Aim of the exercise – Lines in the following data that contain the string "down" are to be counted. Report only their number.

═══

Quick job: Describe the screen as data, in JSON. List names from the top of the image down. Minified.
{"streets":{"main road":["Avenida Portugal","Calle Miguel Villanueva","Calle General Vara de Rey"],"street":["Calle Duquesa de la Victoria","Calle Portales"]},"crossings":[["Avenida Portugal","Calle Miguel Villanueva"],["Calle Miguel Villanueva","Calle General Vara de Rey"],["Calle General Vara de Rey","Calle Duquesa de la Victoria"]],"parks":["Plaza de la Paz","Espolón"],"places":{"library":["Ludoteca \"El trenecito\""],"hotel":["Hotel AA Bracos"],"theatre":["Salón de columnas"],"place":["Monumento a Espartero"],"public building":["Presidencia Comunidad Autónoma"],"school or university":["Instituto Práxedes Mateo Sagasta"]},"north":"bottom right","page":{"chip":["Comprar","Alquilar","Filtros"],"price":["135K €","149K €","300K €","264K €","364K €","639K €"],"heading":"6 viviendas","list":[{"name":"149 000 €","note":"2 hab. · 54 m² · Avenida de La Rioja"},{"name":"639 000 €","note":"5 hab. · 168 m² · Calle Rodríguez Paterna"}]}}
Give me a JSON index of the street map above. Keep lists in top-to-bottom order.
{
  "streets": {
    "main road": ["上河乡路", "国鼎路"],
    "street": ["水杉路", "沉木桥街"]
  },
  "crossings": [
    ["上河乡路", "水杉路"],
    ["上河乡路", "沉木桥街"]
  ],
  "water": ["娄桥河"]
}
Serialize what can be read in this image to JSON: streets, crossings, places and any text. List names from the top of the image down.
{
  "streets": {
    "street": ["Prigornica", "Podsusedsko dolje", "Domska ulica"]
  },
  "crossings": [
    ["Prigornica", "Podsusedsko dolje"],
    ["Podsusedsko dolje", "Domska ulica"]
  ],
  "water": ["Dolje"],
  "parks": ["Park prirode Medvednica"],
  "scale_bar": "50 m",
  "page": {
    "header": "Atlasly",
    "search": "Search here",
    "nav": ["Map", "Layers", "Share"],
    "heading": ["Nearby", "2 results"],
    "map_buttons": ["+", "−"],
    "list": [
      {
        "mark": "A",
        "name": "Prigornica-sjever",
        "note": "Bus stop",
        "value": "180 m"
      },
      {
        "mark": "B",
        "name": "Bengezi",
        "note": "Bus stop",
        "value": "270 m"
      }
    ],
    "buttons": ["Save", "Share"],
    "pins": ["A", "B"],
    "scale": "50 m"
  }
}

═══

Your response – 2